• **WHAT IS BEING ASKED**: Find and copy each line of the listing below that has the word "white" in it.

• **EXERCISE INPUTS**:
--*--

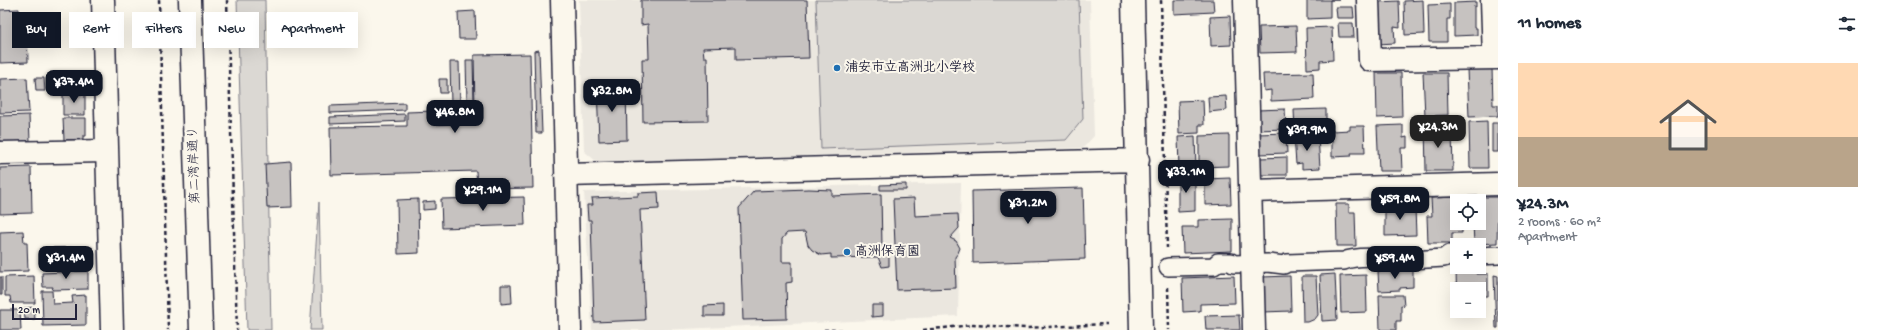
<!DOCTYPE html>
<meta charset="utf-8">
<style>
:root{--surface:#fff;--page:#f2f2f3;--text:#1f2937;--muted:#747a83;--accent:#111827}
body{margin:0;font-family:"Gochi Hand","Klee One",sans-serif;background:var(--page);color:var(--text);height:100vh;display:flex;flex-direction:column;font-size:15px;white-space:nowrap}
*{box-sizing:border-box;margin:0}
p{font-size:13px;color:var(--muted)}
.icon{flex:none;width:22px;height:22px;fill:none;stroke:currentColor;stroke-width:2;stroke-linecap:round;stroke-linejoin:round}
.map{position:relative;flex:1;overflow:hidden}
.panel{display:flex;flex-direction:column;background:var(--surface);width:380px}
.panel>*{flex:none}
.hud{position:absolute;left:12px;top:12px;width:380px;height:36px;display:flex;gap:8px}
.tools{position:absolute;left:1450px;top:194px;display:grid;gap:8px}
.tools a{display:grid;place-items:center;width:36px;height:36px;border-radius:0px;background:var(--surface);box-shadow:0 4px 16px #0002;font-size:20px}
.scale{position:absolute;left:12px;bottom:10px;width:65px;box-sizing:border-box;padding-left:4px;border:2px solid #22223b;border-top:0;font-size:11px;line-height:14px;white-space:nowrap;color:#22223b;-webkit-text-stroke:3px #fbf7ec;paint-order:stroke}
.price{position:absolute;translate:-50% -34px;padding:0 9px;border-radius:8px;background:var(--accent);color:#fff;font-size:13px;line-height:26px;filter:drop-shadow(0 1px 2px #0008)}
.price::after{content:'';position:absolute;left:50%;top:24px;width:12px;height:9px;margin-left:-6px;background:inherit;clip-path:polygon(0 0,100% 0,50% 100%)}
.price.active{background:#222;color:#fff}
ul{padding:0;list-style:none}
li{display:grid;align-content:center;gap:8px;height:212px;padding:0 20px}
li span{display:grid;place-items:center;height:124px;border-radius:0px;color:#555}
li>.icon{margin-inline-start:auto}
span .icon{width:72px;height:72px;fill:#fffc;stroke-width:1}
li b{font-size:17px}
h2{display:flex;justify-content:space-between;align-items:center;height:48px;padding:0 20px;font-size:17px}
.chip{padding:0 14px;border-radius:0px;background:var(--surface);box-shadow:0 4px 16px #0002;font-size:14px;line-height:36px}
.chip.active{background:var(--accent);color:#fff}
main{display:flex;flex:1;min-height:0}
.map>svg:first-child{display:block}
.built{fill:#ebe7df}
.green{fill:#dbd8d3;stroke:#7e7d87}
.building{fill:#c6c2c0;stroke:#22223b}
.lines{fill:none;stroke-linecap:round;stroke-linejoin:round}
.pedestrian-casing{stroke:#22223b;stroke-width:20}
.minor-casing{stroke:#22223b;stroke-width:25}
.tertiary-casing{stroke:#22223b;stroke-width:25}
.path{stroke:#22223b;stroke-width:2.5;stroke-dasharray:4 3;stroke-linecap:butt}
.pedestrian{stroke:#fbf7ec;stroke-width:17}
.minor{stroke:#fbf7ec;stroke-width:22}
.tertiary{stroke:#fbf7ec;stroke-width:22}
.poi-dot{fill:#1f6fb2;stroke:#fbf7ec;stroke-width:1.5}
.labels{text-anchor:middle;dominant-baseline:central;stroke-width:4;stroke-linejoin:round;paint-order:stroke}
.poi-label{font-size:13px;font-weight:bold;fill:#22223b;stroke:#fbf7ec;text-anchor:start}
.street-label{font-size:13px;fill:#22223b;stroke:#fbf7ec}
</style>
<main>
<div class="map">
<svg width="1498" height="330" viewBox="0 0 1498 330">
<rect width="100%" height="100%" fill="#fbf7ec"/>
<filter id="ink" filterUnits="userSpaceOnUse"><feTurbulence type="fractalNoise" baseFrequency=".025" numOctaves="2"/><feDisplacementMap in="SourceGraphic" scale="8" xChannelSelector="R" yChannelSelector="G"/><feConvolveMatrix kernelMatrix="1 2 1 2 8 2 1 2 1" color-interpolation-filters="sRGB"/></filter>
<g filter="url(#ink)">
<!-- built -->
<path class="built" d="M 579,0 L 1090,0 L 1094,136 L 1083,148 L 597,162 L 584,151 Z
M 961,183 L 958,316 L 661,330 L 592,330 L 584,192 Z"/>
<!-- green -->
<path class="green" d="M 237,0 L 265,0 L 271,330 L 247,330 Z
M 816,0 L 1079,0 L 1083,119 L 1066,140 L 821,149 Z
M 319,202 L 322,330 L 310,330 Z"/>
<!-- building -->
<path class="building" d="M 641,0 L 807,0 L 809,58 L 736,60 L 736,47 L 703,48 L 704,57 L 707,57 L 708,121 L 643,122 L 642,59 L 649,59 L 648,24 L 641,25 Z
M 1174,0 L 1213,0 L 1214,12 L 1174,14 Z
M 1307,0 L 1339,0 L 1330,0 L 1330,18 L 1307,19 Z
M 1423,0 L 1424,34 L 1405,35 L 1404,1 Z
M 1399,1 L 1400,28 L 1394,27 L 1395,43 L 1378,44 L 1377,2 Z
M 1476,2 L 1476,7 L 1474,6 L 1474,28 L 1477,28 L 1477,35 L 1454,36 L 1454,3 Z
M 1450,4 L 1450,19 L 1447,19 L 1447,42 L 1429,42 L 1428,5 Z
M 1336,7 L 1353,7 L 1354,18 L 1337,18 Z
M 19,9 L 19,23 L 27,23 L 28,62 L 0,63 L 0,10 Z
M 475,11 L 476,39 L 459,39 L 458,12 Z
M 1230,16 L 1231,45 L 1211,46 L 1210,17 Z
M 1338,23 L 1353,23 L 1354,37 L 1339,37 Z
M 1296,26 L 1297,52 L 1260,53 L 1259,27 Z
M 1332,27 L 1333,60 L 1320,61 L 1320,68 L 1307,69 L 1306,28 Z
M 539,50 L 542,133 L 536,133 L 534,51 Z
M 530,54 L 533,188 L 477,189 L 476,171 L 331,175 L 330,127 L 407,126 L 407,112 L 433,111 L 433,125 L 451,124 L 451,111 L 475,110 L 474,55 Z
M 466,60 L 473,60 L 474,103 L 467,103 Z
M 450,62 L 459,62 L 460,104 L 451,104 Z
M 1492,68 L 1493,105 L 1498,105 L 1498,116 L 1469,117 L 1467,69 Z
M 1313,73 L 1314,99 L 1271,101 L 1271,90 L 1264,91 L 1263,74 Z
M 1376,73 L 1401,73 L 1402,117 L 1377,118 Z
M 1423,73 L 1447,73 L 1448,115 L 1425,116 Z
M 27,78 L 29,112 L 0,113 L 0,79 Z
M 35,78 L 44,78 L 45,91 L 36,91 Z
M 439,79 L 447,79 L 447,93 L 440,93 Z
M 597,86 L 626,86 L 627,140 L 599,141 Z
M 63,94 L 85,94 L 85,115 L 63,115 Z
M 1226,96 L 1227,110 L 1209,112 L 1208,97 Z
M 1203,100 L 1204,125 L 1199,125 L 1199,133 L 1179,134 L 1178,101 Z
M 405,103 L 405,110 L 330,113 L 330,106 Z
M 1285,109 L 1286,129 L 1258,130 L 1257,110 Z
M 1326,109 L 1326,130 L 1295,130 L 1294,110 Z
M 405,114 L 405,121 L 330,124 L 330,117 Z
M 29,115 L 30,141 L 0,142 L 0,116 Z
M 63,118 L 86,118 L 86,136 L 83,136 L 83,139 L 64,140 Z
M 1487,121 L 1488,168 L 1470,168 L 1469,122 Z
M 1492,123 L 1498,123 L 1498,152 L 1492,152 Z
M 1403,125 L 1403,138 L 1407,137 L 1407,148 L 1401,148 L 1402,171 L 1379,171 L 1377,126 Z
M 1425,125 L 1441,125 L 1441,132 L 1452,132 L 1453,171 L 1426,171 Z
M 1350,126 L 1364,126 L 1365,153 L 1351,153 L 1352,156 L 1332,157 L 1332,131 L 1350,130 Z
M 1286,133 L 1287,153 L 1259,154 L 1258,134 Z
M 1229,135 L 1229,166 L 1199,167 L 1199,136 Z
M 1195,136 L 1196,168 L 1179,169 L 1178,137 Z
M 1294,136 L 1318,136 L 1320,168 L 1302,169 L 1302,163 L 1296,164 Z
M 1287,157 L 1287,175 L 1261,175 L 1260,158 Z
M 291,162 L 292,207 L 267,208 L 265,164 Z
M 31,167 L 32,213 L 0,214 L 0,168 Z
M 1195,177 L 1195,211 L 1178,212 L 1178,178 Z
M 1230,178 L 1231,204 L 1205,205 L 1205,179 Z
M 906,184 L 906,190 L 880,190 L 880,185 Z
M 1083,188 L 1085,259 L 973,263 L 972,191 Z
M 809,189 L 832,190 L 832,196 L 881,194 L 882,248 L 889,247 L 889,266 L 882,267 L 878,257 L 831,258 L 831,254 L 821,255 L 812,250 L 808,245 L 805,232 L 787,233 L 782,239 L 782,262 L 792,262 L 792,282 L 786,283 L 787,319 L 743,320 L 739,208 L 754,191 Z
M 658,192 L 659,209 L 640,210 L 645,320 L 594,322 L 591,220 L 588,220 L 587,205 L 593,205 L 592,198 L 638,196 L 638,193 Z
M 524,197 L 525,225 L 442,228 L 441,199 Z
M 1461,197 L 1461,201 L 1457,201 L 1457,223 L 1462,223 L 1462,233 L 1452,233 L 1452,243 L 1428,243 L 1427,216 L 1432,216 L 1431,198 Z
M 1472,197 L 1498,197 L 1497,243 L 1474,244 L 1473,223 L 1479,223 L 1479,201 L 1472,201 Z
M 914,198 L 915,216 L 958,214 L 959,228 L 950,238 L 956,241 L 960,248 L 958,253 L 955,257 L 956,288 L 897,290 L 893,199 Z
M 418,199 L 419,253 L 398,254 L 397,200 Z
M 435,201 L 435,209 L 423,210 L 423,202 Z
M 1336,204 L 1349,204 L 1349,212 L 1355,212 L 1356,246 L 1337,246 Z
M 1401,204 L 1401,209 L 1415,208 L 1416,235 L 1385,236 L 1385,205 Z
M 1232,219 L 1232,251 L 1183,253 L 1182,227 L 1198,227 L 1198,220 Z
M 23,231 L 24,243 L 27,243 L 28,271 L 0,272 L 0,232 Z
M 92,247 L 92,264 L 42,266 L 41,248 Z
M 1476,268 L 1476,274 L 1488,274 L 1488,296 L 1479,296 L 1479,289 L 1457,289 L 1457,311 L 1478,311 L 1478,314 L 1457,314 L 1456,269 Z
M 1413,270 L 1413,287 L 1400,288 L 1400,290 L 1379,291 L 1378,271 Z
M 88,271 L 88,289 L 52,290 L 53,287 L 43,287 L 42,273 Z
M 1335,274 L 1337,320 L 1322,321 L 1320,275 Z
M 1366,275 L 1367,312 L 1341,313 L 1340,276 Z
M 1494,275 L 1498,276 L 1498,328 L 1496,328 Z
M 34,276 L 35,303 L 11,303 L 10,296 L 5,296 L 5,277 Z
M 1234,276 L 1235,303 L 1200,304 L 1200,311 L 1183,312 L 1182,278 Z
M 1290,276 L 1291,311 L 1263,312 L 1262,277 Z
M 1302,276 L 1316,276 L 1318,315 L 1315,319 L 1308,322 L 1303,322 Z
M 0,277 L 2,277 L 2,295 L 0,295 Z
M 501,285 L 511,285 L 512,303 L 501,304 Z
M 42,291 L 52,291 L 53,304 L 73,303 L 72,296 L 86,295 L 86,325 L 43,326 Z
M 1379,295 L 1403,295 L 1404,306 L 1401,305 L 1401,321 L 1396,321 L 1396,330 L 1380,330 Z
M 723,305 L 723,316 L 704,316 L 704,306 Z
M 872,305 L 883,305 L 883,316 L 872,317 Z
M 34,307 L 35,319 L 25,319 L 24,308 Z
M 0,310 L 20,310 L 21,330 L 0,330 Z
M 1239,315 L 1240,330 L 1206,330 L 1205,316 Z"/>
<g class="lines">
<!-- pedestrian casing -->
<g class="pedestrian-casing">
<path id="pedestrian" d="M 1479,256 L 1498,255
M 1168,267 L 1214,266 L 1218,262 L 1231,262 L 1233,264 L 1268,263 L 1284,265 L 1287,263 L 1344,261 C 1355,256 1383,256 1394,261 L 1444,258 L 1449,254 L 1457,254"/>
</g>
<!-- minor casing -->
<g class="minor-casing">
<path id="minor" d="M 103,0 L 112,330
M 1245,0 L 1254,330
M 1368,0 L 1370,60 L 1498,58
M 1492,0 L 1494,58
M 0,153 L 106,151
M 1251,191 L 1498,184"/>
</g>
<!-- tertiary casing -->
<g class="tertiary-casing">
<path id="tertiary" d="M 190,0 L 201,330
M 562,0 L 570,330
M 1133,0 L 1141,330
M 566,175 L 1138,160"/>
</g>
<!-- path -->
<path class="path" d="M 159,0 L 168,330
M 227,0 L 237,330
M 1161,0 L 1167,248
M 1168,287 L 1169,330
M 824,330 L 843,330
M 923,330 L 973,325 L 1026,328 L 1107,324"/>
<!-- pedestrian -->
<use href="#pedestrian" class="pedestrian"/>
<!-- minor -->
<use href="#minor" class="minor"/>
<!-- tertiary -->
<use href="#tertiary" class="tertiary"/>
</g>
</g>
<!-- markers -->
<g class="poi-dot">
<circle cx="837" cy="68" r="4"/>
<circle cx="847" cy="252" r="4"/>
</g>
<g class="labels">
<!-- poi labels -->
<g class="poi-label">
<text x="845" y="68">浦安市立高洲北小学校</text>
<text x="855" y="252">高洲保育園</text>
</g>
<!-- street labels -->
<g class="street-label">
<text transform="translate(195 165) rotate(-92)">第二湾岸通り</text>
</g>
</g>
</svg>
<div class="tools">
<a><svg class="icon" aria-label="locate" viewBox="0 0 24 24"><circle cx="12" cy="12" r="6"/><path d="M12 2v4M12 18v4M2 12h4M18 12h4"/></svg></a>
<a>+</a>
<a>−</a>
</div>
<div class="scale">20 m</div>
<b class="price" style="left:74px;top:104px">¥37.4M</b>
<b class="price" style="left:612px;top:113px">¥32.8M</b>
<b class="price" style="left:455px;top:134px">¥46.8M</b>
<b class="price active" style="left:1438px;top:149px">¥24.3M</b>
<b class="price" style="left:1307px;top:152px">¥39.9M</b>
<b class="price" style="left:1186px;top:194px">¥33.1M</b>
<b class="price" style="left:483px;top:212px">¥29.1M</b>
<b class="price" style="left:1400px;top:221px">¥59.8M</b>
<b class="price" style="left:1028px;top:225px">¥31.2M</b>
<b class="price" style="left:66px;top:280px">¥31.4M</b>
<b class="price" style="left:1395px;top:280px">¥59.4M</b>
<div class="hud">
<a class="chip active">Buy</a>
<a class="chip">Rent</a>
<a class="chip">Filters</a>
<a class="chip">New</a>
<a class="chip">Apartment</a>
</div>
</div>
<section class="panel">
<h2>11 homes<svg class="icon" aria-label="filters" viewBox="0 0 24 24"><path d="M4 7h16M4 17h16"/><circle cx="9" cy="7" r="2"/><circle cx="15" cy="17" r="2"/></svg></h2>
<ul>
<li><span style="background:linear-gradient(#ffd9b3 60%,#b9a48a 0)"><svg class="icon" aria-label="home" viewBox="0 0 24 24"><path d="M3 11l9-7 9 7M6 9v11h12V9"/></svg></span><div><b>¥24.3M</b><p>2 rooms · 60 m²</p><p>Apartment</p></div></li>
</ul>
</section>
</main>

--*--

• **ANSWER SPACE**:
body{margin:0;font-family:"Gochi Hand","Klee One",sans-serif;background:var(--page);color:var(--text);height:100vh;display:flex;flex-direction:column;font-size:15px;white-space:nowrap}
.scale{position:absolute;left:12px;bottom:10px;width:65px;box-sizing:border-box;padding-left:4px;border:2px solid #22223b;border-top:0;font-size:11px;line-height:14px;white-space:nowrap;color:#22223b;-webkit-text-stroke:3px #fbf7ec;paint-order:stroke}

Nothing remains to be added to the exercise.